Chinese-made trains help modernize Brazilian, Argentinean transport sector

Latin America has become a leading destination for exports from China, the region’s third-largest trade partner, with nearly 262 billion U.S. dollars in trade exchange in 2013.

In 2007, the Brazilian city of Rio de Janeiro won the rights to host the 2014 FIFA World Cup and 2016 Summer Olympic Games. It’s also the year the China CNR Corporation Limited began to export trains to Rio. By 2014, more than 40 Chinese-manufactured electric multiple unit trains — which feature self-propelled carriages that run on electricity and are known as EMUs — were in circulation. In addition to some 20 subway trains brought from China, these units represent 80 percent of the trains serving the city.

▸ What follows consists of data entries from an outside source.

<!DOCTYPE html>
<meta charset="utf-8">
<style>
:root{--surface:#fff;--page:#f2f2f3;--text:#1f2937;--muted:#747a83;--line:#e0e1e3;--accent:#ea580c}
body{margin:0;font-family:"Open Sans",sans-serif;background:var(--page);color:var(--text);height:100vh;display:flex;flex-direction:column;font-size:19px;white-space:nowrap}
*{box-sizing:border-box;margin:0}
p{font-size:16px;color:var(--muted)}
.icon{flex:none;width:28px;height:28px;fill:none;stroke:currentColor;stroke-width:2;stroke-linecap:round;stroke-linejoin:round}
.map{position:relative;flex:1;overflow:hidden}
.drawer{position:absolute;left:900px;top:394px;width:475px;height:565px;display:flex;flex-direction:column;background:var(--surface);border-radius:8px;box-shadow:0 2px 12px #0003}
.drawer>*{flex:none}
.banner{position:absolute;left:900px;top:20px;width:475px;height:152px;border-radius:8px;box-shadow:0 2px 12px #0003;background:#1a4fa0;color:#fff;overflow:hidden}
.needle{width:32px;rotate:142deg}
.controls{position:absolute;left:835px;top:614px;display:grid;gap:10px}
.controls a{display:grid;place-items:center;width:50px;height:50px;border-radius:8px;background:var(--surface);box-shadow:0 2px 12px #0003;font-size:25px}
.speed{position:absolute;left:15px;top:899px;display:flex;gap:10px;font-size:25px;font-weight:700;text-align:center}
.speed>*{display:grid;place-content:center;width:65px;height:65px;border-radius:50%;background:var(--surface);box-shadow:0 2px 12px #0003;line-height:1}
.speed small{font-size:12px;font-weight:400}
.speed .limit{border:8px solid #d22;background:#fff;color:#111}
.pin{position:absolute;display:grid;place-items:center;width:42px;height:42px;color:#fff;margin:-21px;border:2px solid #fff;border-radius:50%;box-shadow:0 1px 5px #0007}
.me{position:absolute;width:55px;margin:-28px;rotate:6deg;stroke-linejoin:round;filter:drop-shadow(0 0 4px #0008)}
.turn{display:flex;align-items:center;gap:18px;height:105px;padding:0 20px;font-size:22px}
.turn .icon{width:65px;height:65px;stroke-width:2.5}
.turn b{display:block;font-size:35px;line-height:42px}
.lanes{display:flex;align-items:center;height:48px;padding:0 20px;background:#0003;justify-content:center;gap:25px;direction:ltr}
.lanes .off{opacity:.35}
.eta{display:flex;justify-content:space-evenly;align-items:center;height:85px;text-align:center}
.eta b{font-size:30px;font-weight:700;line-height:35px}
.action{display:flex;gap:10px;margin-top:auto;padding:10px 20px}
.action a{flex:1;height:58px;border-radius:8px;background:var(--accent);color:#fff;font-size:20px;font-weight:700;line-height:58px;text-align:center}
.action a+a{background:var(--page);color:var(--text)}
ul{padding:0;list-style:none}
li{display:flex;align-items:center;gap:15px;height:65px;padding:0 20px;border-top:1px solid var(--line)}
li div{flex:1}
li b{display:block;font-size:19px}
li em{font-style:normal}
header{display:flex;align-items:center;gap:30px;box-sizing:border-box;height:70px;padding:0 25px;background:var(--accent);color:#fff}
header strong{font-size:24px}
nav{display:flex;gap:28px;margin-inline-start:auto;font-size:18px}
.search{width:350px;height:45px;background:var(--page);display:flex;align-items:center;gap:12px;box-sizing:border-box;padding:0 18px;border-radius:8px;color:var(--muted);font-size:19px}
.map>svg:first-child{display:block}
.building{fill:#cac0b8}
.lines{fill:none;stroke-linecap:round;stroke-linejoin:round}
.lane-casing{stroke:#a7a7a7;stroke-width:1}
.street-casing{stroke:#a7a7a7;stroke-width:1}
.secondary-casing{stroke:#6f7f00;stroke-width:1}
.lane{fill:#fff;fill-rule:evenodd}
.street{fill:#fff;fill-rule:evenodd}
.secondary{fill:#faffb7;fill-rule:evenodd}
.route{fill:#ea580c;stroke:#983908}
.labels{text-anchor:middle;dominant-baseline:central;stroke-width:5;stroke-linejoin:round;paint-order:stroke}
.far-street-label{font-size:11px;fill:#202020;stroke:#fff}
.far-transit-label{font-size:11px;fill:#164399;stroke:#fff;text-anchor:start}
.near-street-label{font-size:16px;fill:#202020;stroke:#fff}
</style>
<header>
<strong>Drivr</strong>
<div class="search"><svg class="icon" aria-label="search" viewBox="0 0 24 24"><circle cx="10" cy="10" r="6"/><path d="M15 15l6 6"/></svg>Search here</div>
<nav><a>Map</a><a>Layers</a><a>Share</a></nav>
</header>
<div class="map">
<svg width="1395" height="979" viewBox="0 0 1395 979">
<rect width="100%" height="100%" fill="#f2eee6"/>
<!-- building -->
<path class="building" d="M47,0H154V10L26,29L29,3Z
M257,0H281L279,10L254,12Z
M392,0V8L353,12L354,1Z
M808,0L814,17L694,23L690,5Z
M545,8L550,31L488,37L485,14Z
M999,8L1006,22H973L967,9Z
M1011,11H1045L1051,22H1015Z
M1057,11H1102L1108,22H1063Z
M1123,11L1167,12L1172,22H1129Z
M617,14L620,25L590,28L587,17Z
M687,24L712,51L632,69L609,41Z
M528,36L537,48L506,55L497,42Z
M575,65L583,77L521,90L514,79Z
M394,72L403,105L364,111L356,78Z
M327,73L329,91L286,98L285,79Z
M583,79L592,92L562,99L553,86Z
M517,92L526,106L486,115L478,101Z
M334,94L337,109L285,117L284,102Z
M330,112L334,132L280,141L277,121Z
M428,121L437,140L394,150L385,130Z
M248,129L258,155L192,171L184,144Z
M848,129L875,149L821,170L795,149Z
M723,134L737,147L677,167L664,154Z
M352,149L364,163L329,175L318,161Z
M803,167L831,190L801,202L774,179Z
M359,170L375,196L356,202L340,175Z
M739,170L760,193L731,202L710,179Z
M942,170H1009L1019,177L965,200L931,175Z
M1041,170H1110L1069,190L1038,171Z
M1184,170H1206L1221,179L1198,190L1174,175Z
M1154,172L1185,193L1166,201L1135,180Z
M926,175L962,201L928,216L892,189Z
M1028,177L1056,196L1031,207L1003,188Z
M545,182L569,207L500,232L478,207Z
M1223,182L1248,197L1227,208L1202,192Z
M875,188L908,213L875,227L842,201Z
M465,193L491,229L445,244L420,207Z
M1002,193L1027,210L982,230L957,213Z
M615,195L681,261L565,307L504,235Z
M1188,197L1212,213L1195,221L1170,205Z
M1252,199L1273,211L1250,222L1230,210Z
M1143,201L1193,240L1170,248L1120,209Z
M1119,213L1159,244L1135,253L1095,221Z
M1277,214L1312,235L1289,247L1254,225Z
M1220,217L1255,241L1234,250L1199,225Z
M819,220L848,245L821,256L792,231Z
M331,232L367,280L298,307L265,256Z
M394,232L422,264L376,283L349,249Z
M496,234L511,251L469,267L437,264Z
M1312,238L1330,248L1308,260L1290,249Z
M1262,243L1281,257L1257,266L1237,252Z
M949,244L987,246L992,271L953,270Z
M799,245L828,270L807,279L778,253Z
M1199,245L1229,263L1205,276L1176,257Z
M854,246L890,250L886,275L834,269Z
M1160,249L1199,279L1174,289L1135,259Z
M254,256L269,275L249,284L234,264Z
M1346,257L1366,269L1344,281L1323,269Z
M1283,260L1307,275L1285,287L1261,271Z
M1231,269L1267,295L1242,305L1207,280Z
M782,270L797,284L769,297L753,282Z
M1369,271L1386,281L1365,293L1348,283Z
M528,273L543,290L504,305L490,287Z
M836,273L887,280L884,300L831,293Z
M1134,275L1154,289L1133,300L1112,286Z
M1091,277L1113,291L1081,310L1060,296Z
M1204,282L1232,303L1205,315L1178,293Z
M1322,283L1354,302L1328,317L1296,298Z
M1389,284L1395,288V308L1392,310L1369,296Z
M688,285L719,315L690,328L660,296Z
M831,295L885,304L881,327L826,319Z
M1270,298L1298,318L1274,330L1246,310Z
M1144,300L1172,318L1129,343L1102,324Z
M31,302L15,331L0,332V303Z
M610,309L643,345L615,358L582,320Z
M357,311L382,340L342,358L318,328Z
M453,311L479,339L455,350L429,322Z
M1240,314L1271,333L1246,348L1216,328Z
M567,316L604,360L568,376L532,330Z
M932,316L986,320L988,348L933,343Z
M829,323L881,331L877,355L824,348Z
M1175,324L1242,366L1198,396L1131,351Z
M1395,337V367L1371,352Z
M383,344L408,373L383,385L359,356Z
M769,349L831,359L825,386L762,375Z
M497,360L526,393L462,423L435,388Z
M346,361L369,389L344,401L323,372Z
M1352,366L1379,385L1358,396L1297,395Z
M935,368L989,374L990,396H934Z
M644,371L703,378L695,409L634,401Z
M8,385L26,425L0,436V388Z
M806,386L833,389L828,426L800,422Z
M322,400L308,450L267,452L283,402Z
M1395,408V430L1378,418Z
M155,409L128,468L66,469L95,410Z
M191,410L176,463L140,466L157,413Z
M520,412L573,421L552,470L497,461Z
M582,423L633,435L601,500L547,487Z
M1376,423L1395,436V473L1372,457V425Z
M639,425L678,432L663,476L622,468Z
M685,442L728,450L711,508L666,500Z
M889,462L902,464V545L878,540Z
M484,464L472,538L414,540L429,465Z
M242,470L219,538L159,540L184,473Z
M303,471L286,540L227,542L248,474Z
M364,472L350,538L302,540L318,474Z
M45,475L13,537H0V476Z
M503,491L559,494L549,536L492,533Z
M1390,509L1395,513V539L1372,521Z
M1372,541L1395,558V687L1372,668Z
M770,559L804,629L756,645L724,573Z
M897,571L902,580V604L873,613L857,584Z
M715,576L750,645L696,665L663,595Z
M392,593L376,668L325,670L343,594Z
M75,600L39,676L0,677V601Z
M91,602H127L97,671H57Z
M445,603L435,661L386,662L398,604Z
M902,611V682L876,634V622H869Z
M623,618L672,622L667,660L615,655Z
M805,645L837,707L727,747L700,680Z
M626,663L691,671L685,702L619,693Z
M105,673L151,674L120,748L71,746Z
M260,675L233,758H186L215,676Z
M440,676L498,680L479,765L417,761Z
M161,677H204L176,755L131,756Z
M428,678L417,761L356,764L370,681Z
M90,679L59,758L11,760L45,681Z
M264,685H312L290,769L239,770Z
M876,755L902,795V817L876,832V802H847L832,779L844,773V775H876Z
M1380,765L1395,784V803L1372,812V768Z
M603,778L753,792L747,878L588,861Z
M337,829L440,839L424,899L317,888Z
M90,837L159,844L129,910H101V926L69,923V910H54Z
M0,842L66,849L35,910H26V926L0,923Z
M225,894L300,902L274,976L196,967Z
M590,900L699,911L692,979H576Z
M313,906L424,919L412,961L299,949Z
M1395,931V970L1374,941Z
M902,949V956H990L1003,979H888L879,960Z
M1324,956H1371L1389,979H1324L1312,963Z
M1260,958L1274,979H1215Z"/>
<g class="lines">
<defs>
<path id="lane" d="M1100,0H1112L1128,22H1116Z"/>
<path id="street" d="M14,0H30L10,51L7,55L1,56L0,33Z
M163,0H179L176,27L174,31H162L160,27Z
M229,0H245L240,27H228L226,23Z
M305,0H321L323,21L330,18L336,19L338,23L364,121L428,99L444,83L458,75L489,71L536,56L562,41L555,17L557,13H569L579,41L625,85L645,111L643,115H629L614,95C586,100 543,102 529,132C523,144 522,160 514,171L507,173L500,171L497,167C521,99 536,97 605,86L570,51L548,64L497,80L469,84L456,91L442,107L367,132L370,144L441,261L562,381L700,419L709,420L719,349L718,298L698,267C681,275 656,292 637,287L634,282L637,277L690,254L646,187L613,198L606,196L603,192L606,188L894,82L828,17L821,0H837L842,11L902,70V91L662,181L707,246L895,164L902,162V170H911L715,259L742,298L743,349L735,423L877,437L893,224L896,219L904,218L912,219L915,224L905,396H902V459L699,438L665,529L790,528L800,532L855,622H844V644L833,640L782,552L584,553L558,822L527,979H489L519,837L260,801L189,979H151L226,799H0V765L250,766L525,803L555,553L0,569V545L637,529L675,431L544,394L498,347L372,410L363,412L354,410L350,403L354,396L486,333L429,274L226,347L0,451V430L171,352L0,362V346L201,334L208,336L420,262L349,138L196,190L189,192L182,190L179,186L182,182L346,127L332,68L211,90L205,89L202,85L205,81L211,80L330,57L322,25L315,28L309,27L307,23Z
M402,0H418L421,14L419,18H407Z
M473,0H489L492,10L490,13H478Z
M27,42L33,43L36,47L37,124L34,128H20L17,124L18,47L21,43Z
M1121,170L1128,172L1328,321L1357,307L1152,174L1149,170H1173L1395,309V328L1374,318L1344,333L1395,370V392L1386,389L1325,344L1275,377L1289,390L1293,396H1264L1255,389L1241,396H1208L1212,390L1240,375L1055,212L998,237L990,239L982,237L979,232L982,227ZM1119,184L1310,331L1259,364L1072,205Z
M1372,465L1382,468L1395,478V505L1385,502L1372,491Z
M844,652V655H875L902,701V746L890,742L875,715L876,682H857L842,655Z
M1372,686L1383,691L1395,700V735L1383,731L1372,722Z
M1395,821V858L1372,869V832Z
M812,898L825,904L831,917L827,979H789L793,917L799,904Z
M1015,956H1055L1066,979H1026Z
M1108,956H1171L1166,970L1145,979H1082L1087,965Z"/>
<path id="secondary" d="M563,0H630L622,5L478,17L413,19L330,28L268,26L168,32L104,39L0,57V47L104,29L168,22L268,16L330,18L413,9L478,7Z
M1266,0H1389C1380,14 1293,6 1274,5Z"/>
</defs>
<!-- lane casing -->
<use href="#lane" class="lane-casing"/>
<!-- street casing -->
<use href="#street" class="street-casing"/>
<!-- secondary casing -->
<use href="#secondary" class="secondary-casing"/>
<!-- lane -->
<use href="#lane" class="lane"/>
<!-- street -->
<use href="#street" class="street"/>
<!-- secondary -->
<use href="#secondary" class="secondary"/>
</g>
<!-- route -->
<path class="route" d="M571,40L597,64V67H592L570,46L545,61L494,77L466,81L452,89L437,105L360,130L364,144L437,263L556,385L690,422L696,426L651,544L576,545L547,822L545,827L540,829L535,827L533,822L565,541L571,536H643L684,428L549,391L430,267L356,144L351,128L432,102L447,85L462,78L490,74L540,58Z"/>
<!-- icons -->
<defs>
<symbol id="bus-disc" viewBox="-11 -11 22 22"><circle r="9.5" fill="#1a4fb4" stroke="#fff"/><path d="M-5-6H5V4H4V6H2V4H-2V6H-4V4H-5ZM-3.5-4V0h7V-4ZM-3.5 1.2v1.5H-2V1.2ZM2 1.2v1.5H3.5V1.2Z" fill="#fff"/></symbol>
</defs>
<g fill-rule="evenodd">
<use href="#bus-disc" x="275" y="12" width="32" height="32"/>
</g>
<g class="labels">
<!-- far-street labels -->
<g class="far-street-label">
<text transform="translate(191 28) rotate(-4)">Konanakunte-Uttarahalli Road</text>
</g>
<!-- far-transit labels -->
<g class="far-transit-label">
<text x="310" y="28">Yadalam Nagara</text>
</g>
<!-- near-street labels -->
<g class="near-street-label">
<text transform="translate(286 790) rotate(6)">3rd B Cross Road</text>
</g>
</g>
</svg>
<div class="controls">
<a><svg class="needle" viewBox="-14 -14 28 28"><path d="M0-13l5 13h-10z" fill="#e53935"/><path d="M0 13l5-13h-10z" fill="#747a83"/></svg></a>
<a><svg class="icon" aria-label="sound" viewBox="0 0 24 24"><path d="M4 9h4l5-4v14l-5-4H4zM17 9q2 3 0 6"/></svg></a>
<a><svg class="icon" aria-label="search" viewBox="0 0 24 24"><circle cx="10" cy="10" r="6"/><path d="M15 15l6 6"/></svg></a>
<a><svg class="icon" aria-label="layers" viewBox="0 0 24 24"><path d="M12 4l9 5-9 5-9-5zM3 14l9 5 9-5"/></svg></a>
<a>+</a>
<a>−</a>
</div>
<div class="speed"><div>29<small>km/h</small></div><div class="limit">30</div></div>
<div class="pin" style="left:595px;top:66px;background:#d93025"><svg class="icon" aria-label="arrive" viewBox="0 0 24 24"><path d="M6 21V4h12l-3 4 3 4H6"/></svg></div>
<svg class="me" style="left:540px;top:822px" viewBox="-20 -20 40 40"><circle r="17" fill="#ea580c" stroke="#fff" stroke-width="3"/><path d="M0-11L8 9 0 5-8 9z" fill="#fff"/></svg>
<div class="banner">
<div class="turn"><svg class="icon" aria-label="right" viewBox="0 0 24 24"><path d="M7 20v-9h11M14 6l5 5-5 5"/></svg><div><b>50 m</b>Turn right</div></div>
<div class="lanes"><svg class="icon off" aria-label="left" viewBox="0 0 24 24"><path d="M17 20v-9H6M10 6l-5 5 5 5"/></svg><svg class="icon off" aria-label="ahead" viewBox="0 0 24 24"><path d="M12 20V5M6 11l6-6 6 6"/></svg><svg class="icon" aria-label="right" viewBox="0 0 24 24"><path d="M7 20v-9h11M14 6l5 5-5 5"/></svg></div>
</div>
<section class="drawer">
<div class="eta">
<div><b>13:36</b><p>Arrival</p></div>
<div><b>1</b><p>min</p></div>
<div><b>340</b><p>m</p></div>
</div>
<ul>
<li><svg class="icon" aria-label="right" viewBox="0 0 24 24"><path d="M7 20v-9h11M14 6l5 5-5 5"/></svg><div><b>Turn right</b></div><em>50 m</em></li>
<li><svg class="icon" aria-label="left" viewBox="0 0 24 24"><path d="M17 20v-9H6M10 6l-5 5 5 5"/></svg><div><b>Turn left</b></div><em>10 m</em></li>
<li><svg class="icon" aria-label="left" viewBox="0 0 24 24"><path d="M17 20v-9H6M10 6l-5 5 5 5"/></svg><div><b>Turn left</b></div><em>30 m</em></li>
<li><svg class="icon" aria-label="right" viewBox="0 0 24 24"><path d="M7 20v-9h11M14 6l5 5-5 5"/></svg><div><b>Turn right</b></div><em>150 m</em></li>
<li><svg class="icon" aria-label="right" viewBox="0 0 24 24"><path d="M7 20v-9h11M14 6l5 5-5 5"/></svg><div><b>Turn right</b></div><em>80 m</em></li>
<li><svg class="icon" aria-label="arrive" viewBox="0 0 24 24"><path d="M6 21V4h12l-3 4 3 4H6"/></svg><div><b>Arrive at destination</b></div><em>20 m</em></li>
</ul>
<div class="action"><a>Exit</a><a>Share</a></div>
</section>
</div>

As Brazil continues to import Chinese-made trains in the lead up to the Olympics, neighboring Argentina is also becoming a model of rail modernization, thanks to China’s help.

On July 29, a shipment of 25 rail cars, rails, machinery and materials from CNR arrived in the Argentinean port and capital city of Buenos Aires.

These diesel multiple unit trains, or DMUs, can reach a maximum speed of 100 km/h and boast a special coating that protects against corrosion and strong ultraviolet rays.

Increasingly, Chinese-made trains, which have proven their safety and resistance over the years, are helping to modernize Latin America’s rail transport sector.